• **Stored dataset items**:
##########

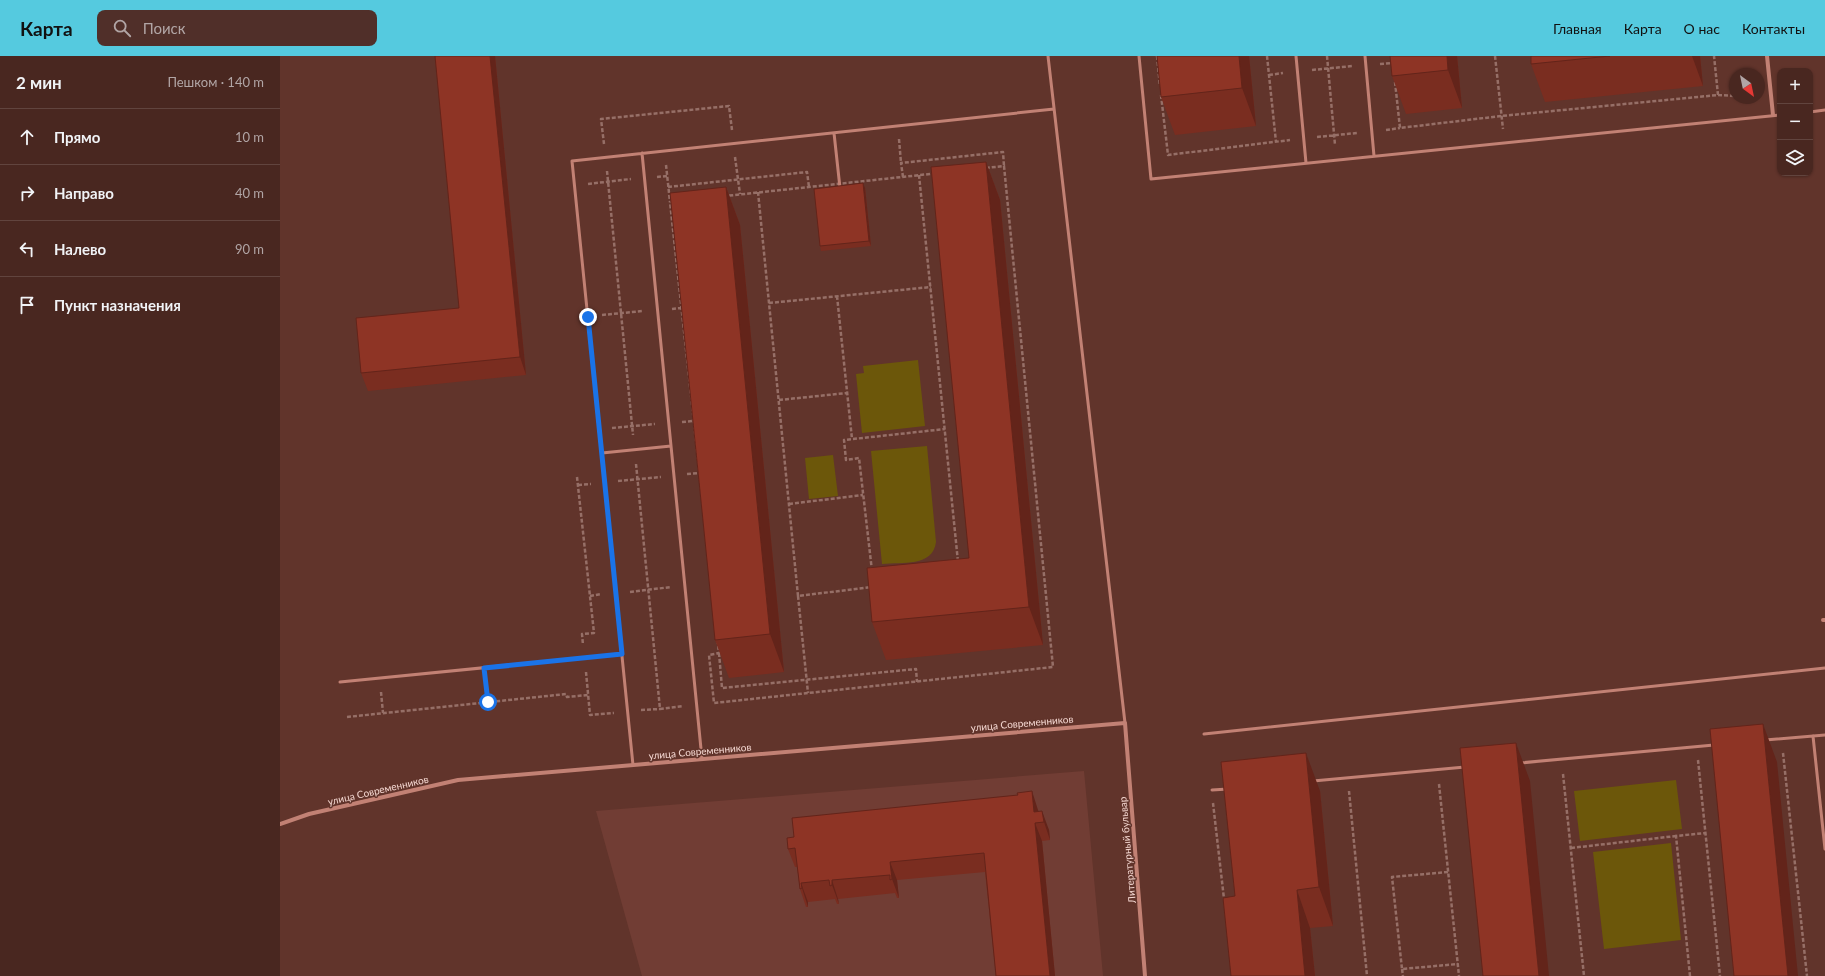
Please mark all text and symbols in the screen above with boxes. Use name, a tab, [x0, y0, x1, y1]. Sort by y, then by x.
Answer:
search box	[97, 10, 377, 46]
text: Карта	[20, 17, 73, 40]
icon: search	[111, 17, 133, 39]
text: Поиск	[143, 19, 186, 37]
text: Главная	[1553, 20, 1602, 37]
text: Карта	[1624, 20, 1662, 37]
text: О нас	[1684, 20, 1720, 37]
text: Контакты	[1742, 20, 1805, 37]
north arrow	[1729, 68, 1765, 104]
map controls	[1777, 68, 1813, 176]
button: +	[1777, 68, 1813, 104]
text: 2 мин	[16, 72, 62, 93]
text: Пешком · 140 m	[167, 74, 264, 90]
button: −	[1777, 104, 1813, 140]
icon: ahead	[16, 126, 38, 148]
text: Прямо	[54, 128, 100, 146]
text: 10 m	[235, 129, 264, 145]
button: layers	[1777, 140, 1813, 176]
icon: right	[16, 182, 38, 204]
text: Направо	[54, 184, 114, 202]
text: 40 m	[235, 185, 264, 201]
icon: left	[16, 238, 38, 260]
text: Налево	[54, 240, 106, 258]
text: 90 m	[235, 241, 264, 257]
icon: arrive	[16, 294, 38, 316]
text: Пункт назначения	[54, 296, 181, 314]
route end	[579, 308, 597, 326]
route start	[479, 693, 497, 711]
street label: улица Современников	[970, 713, 1074, 733]
street label: улица Современников	[648, 741, 752, 761]
street label: улица Современников	[327, 773, 430, 807]
street label: Литературный бульвар	[1116, 796, 1138, 905]

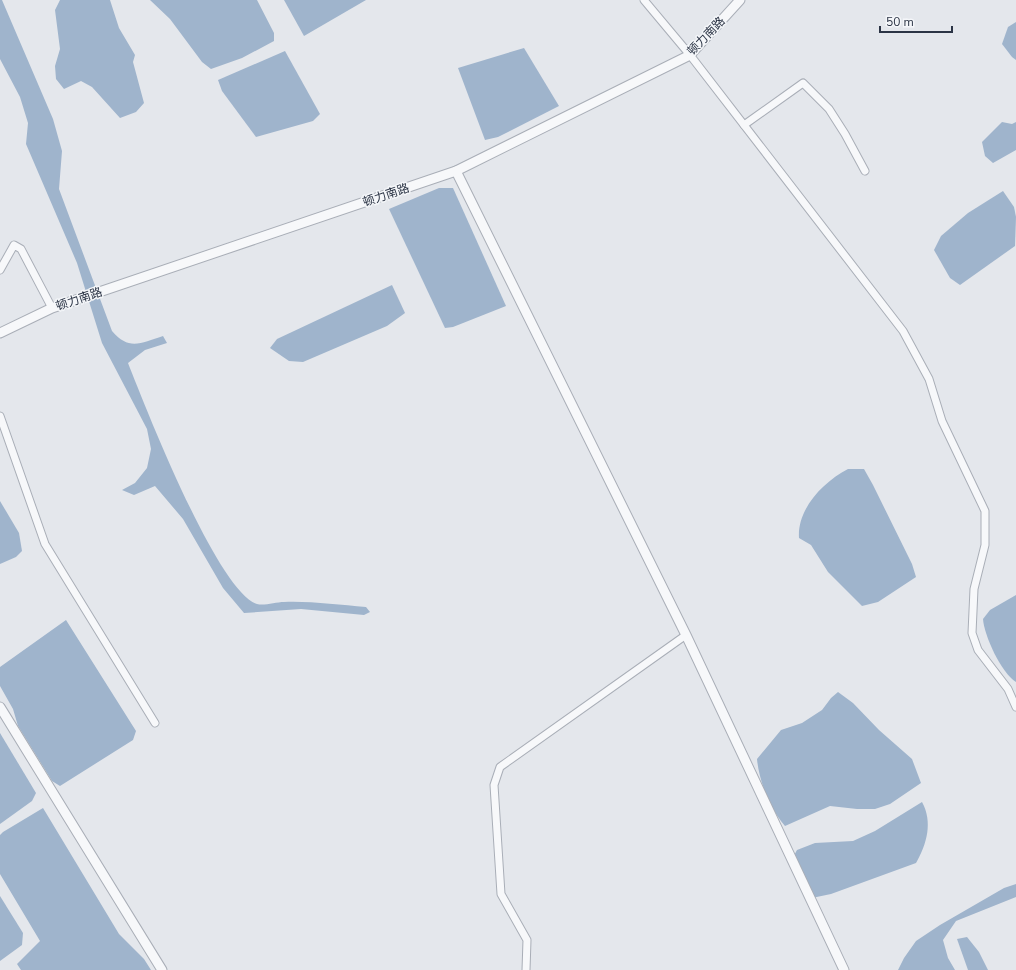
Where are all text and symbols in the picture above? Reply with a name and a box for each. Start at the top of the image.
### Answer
scale bar [880,8,952,34]
street label: 顿力南路 [684,13,728,59]
text: 50 m [886,14,914,30]
street label: 顿力南路 [361,180,411,210]
street label: 顿力南路 [54,284,104,314]

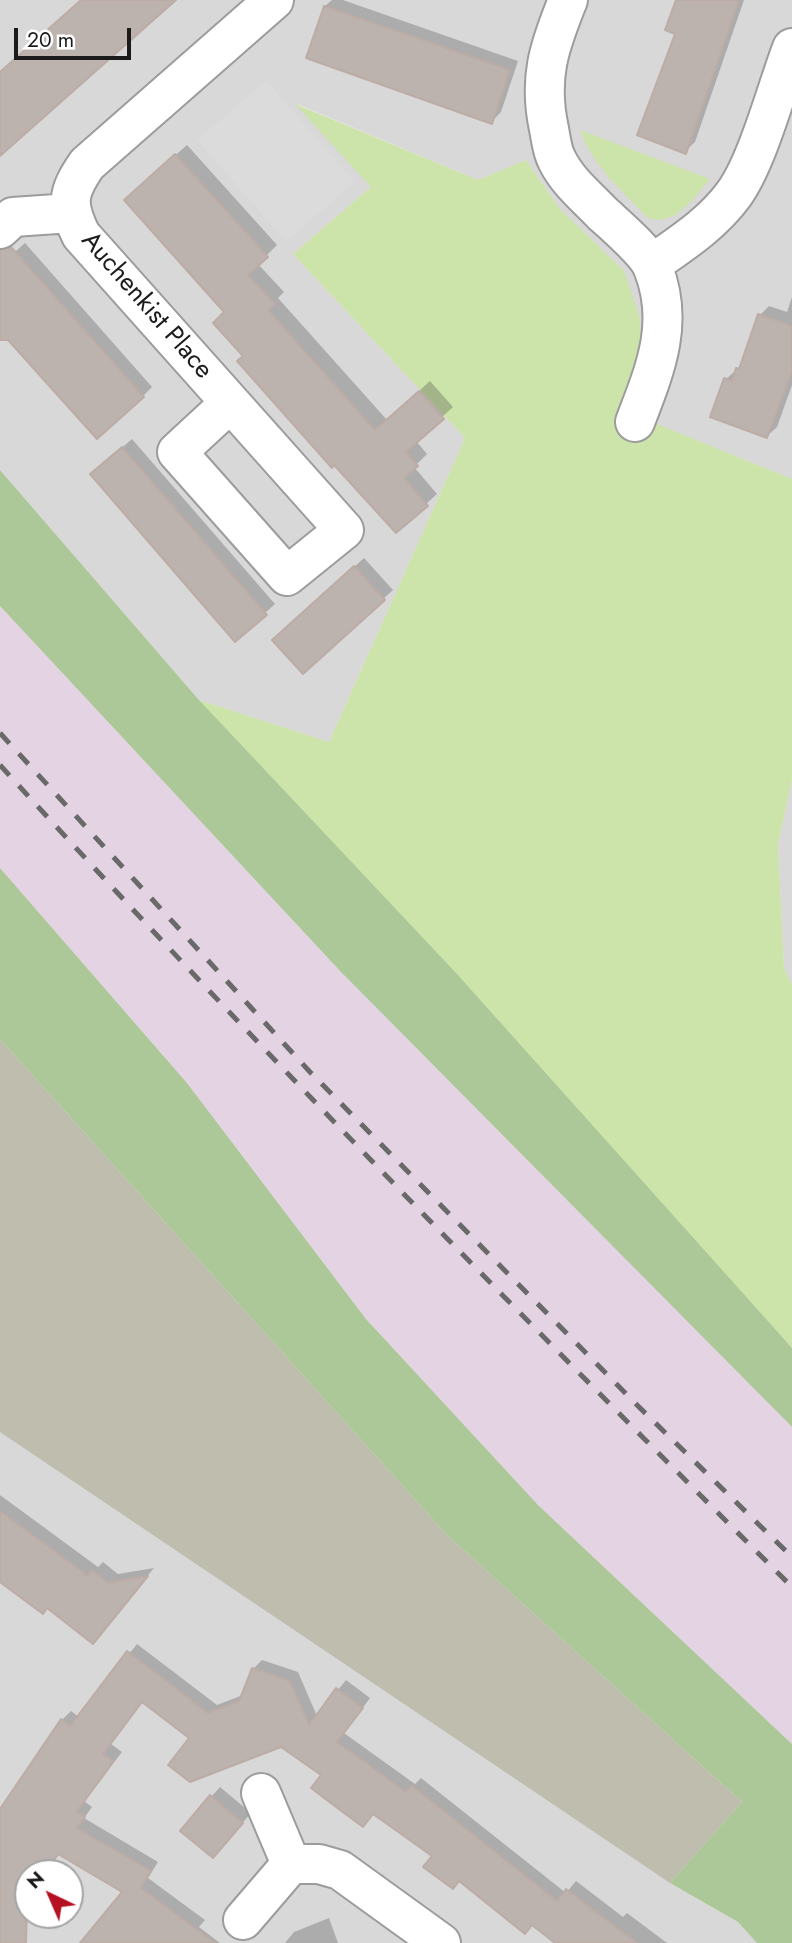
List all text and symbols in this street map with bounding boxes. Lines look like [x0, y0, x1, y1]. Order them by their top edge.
scale bar [18, 14, 135, 58]
text: 20 m [27, 25, 74, 55]
street label: Auchenkist Place [74, 226, 218, 386]
north arrow [14, 1859, 84, 1929]
text: N [21, 1865, 50, 1895]

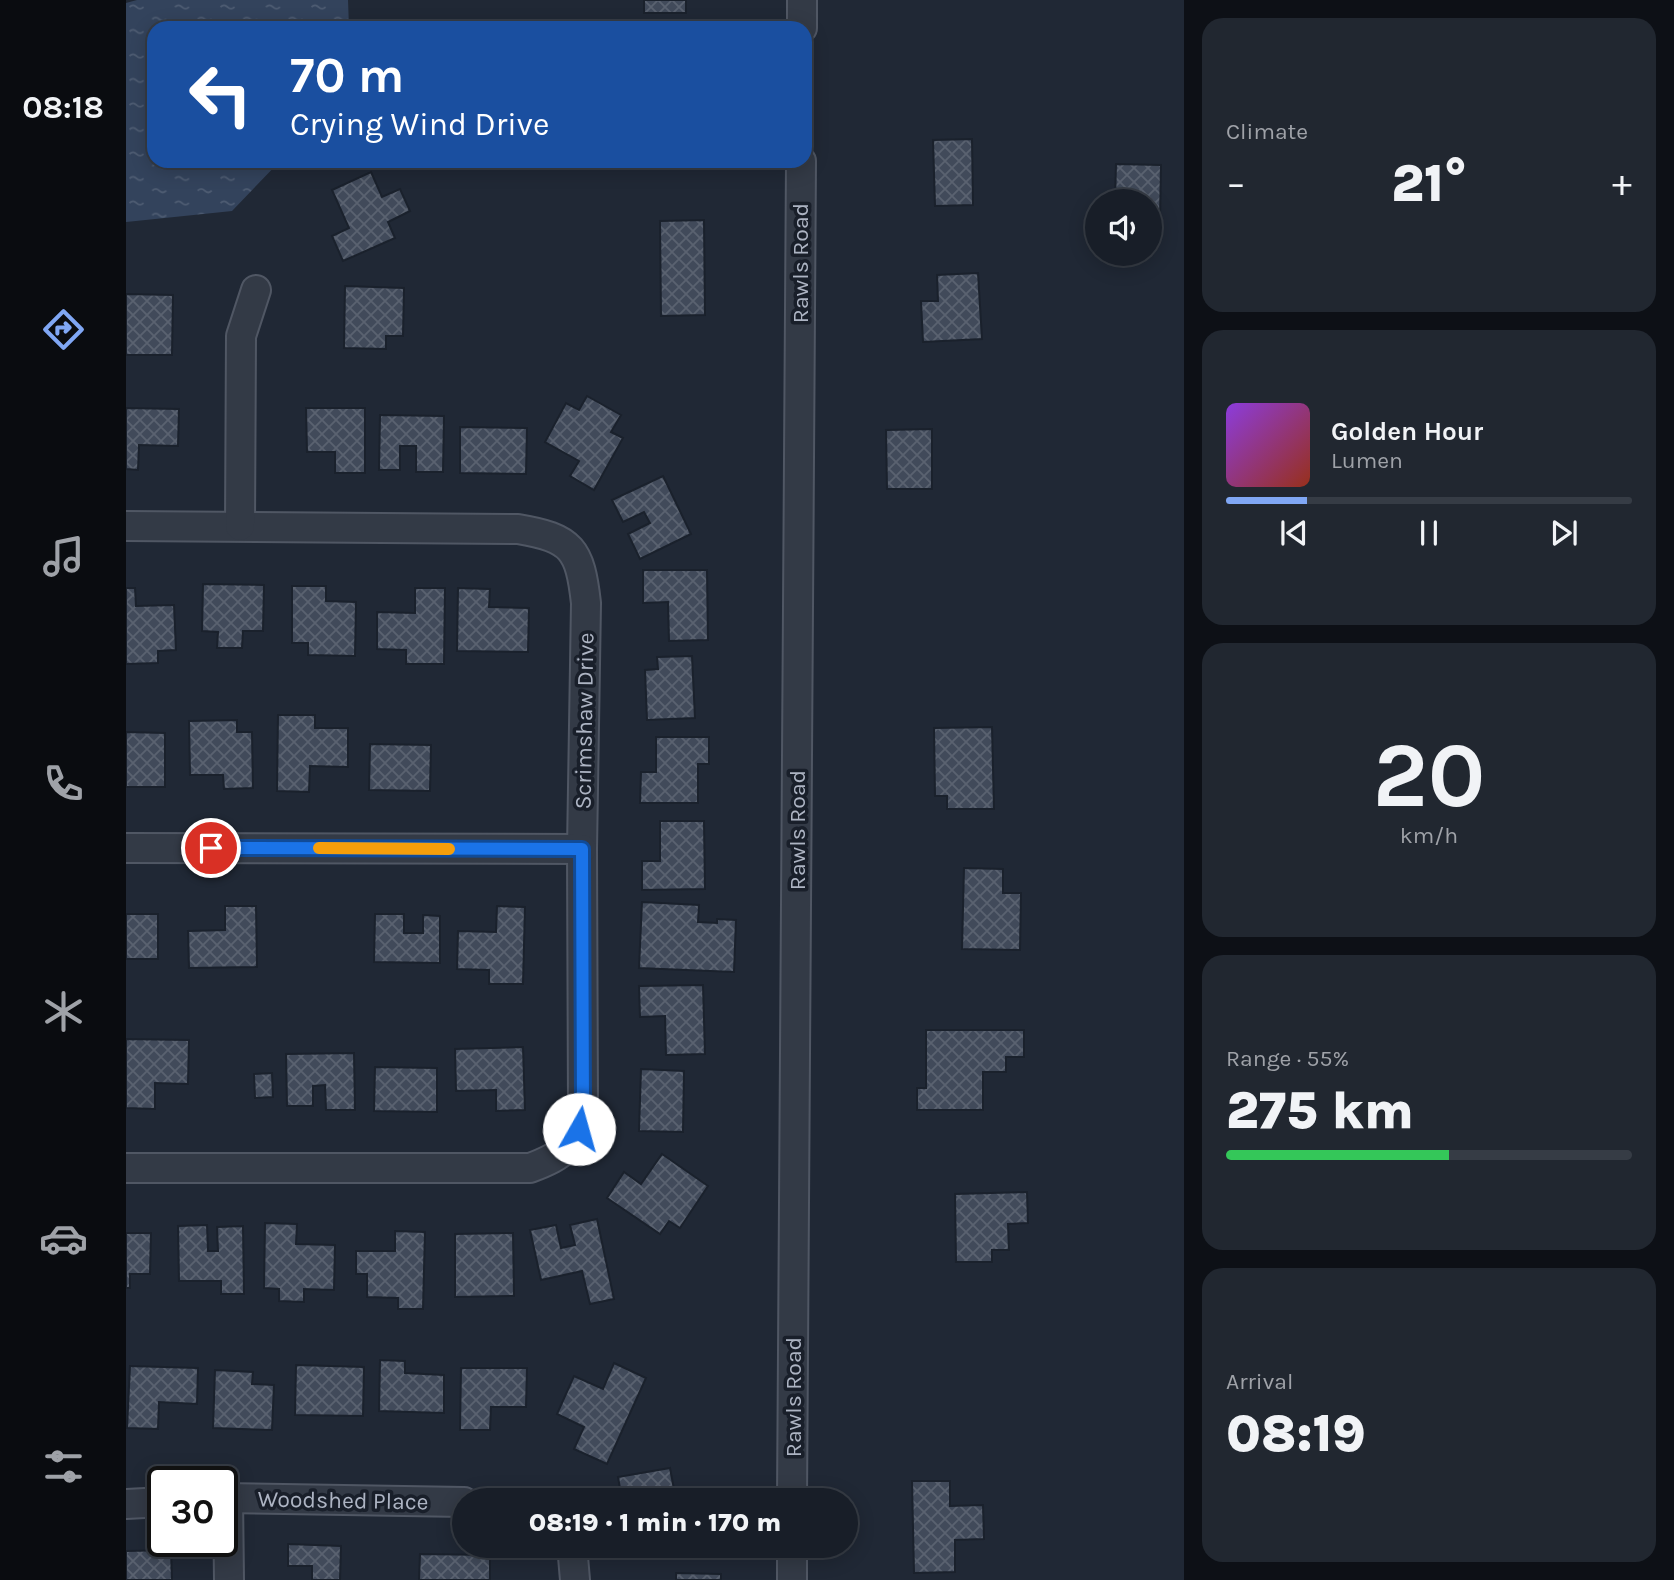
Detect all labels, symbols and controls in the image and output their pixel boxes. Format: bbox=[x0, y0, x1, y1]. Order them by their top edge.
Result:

##########

Respond with a number only, please: how many lines in this data include the word "above".

• **Reply to the exercise**: 2